* [Problem to solve] If an entry holds a picture, leave the picture out and copy the rest of the listing exactly.

* [Provided data]
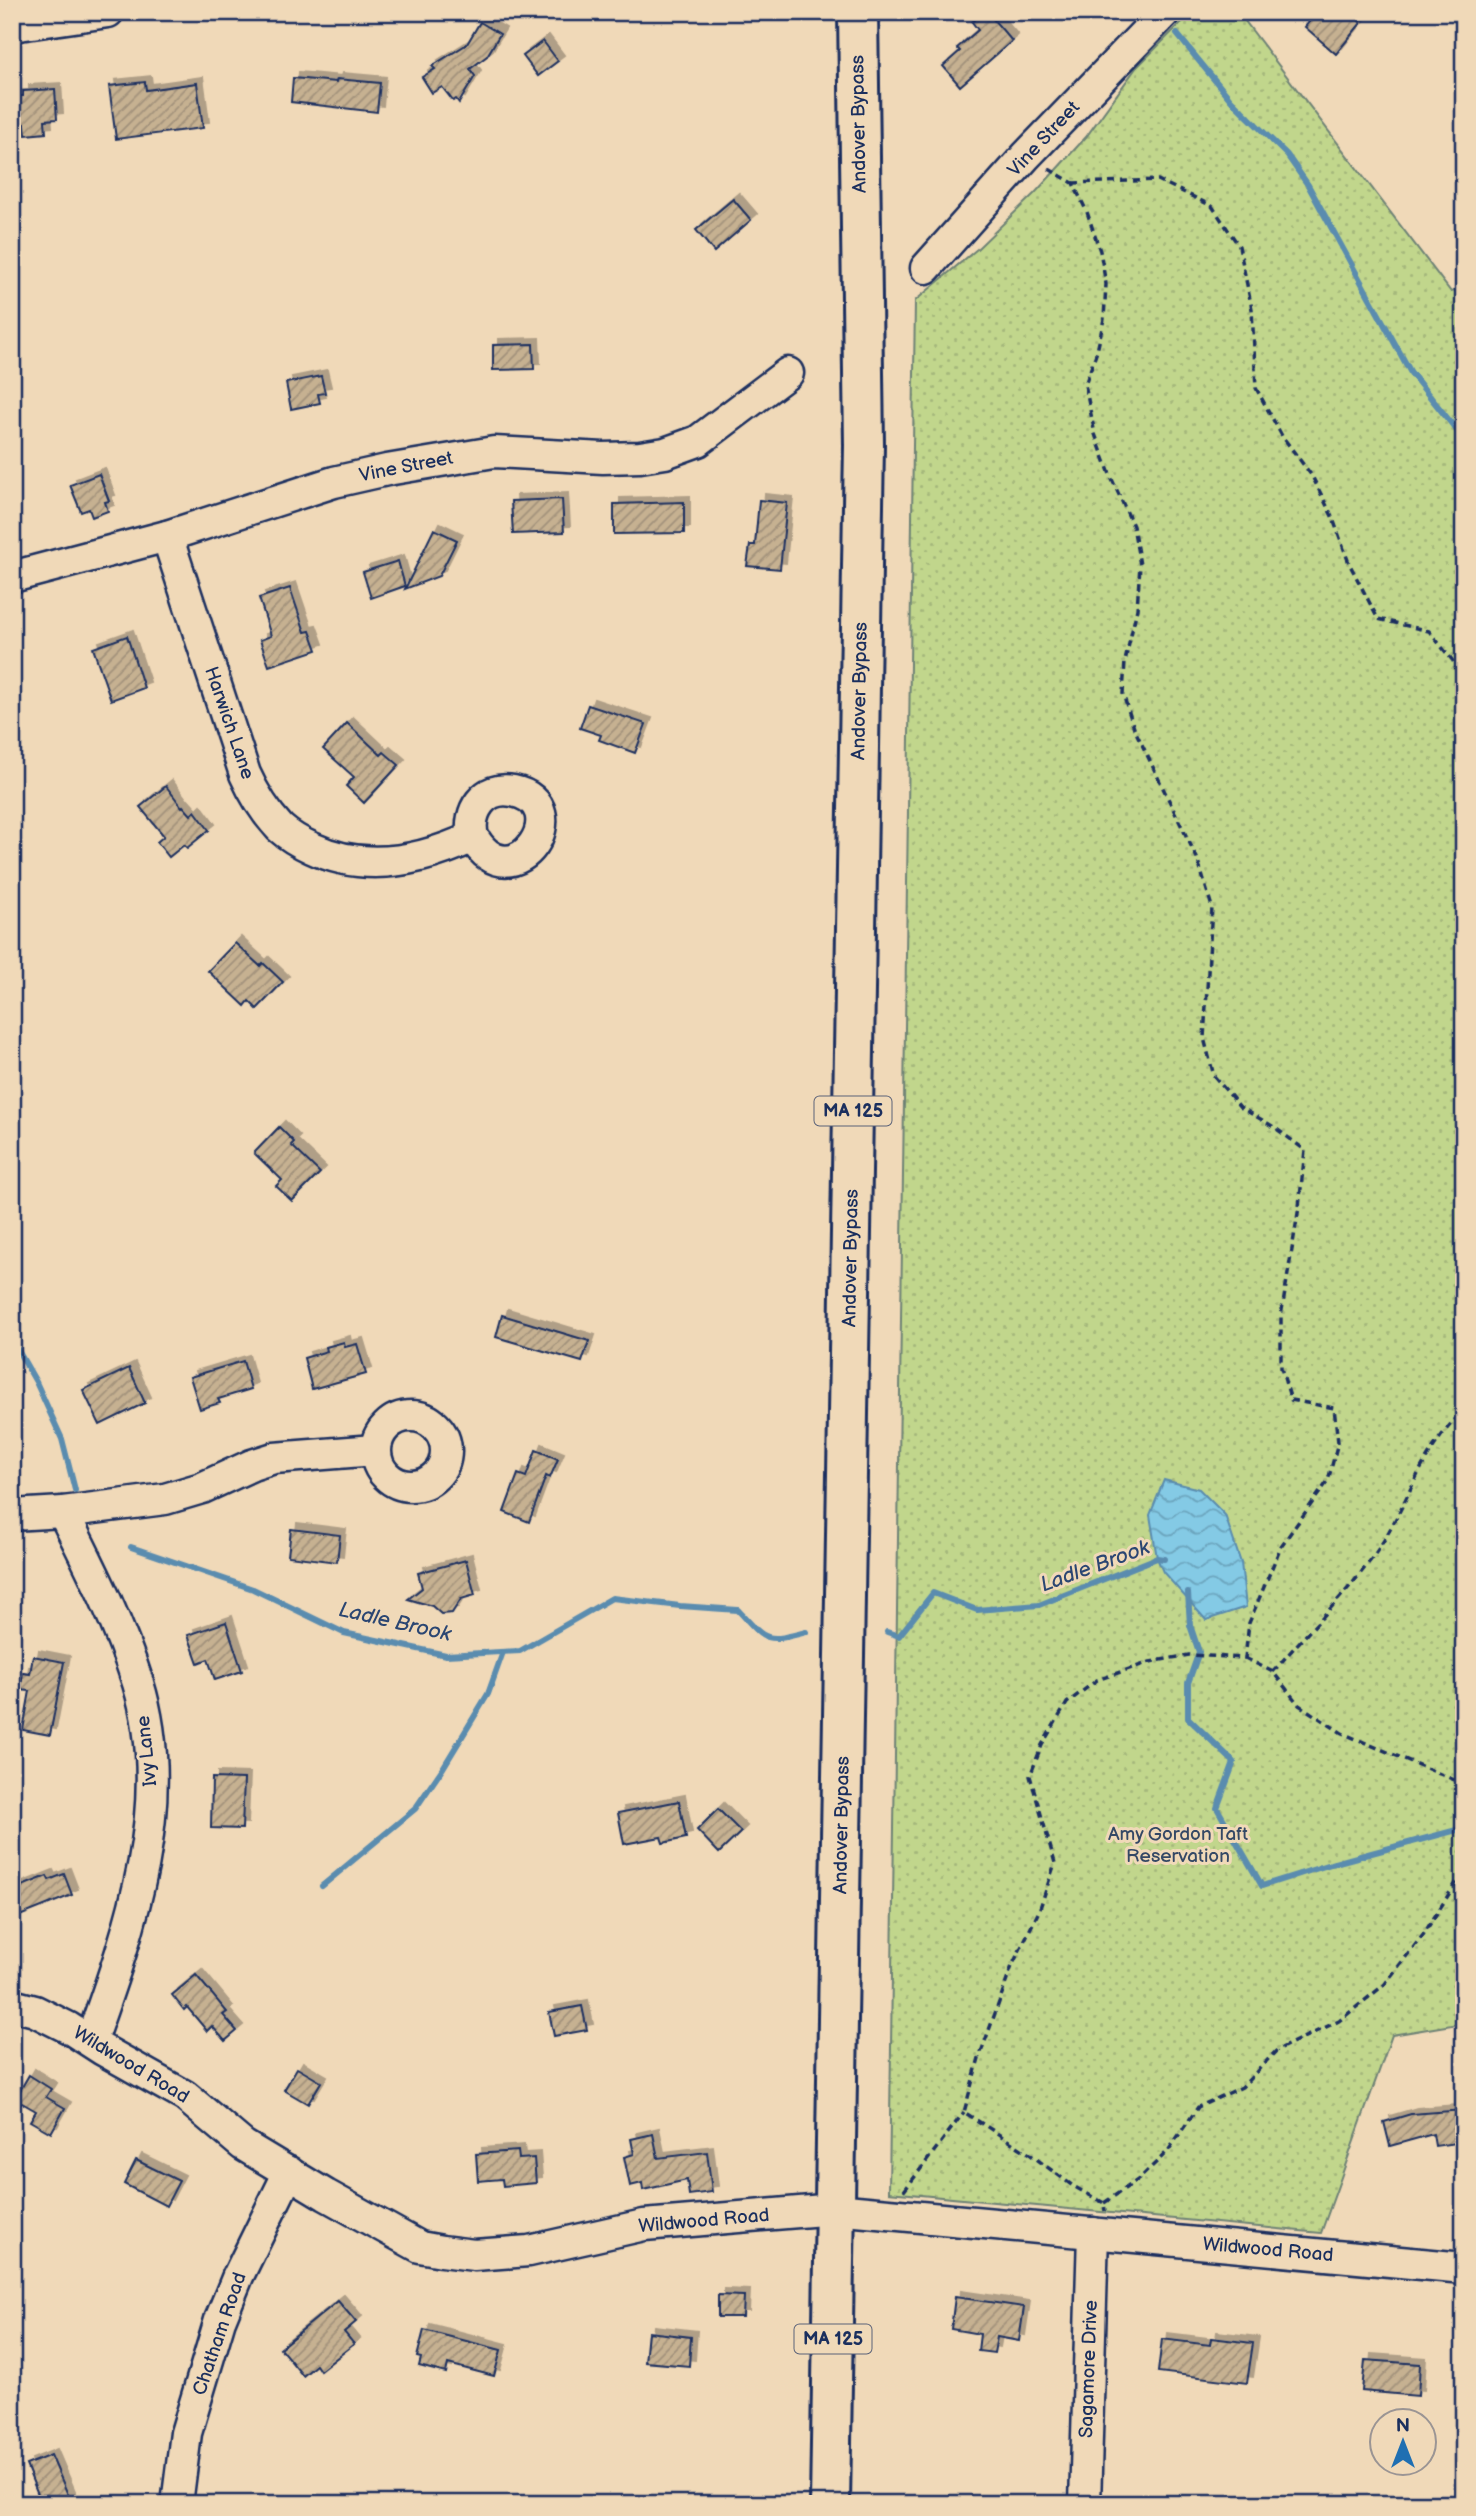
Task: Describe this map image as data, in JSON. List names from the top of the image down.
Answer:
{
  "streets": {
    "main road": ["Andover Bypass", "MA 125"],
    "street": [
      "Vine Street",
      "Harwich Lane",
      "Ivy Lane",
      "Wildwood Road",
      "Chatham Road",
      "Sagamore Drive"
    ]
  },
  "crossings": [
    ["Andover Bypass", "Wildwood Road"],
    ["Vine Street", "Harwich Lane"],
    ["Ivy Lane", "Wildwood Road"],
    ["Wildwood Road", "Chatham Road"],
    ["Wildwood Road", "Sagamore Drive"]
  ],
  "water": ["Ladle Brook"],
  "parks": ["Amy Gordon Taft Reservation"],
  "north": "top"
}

* [Result for this task]
Task: Describe this map image as data, in JSON. List names from the top of the image down.
Answer:
{
  "streets": {
    "main road": ["Andover Bypass", "MA 125"],
    "street": [
      "Vine Street",
      "Harwich Lane",
      "Ivy Lane",
      "Wildwood Road",
      "Chatham Road",
      "Sagamore Drive"
    ]
  },
  "crossings": [
    ["Andover Bypass", "Wildwood Road"],
    ["Vine Street", "Harwich Lane"],
    ["Ivy Lane", "Wildwood Road"],
    ["Wildwood Road", "Chatham Road"],
    ["Wildwood Road", "Sagamore Drive"]
  ],
  "water": ["Ladle Brook"],
  "parks": ["Amy Gordon Taft Reservation"],
  "north": "top"
}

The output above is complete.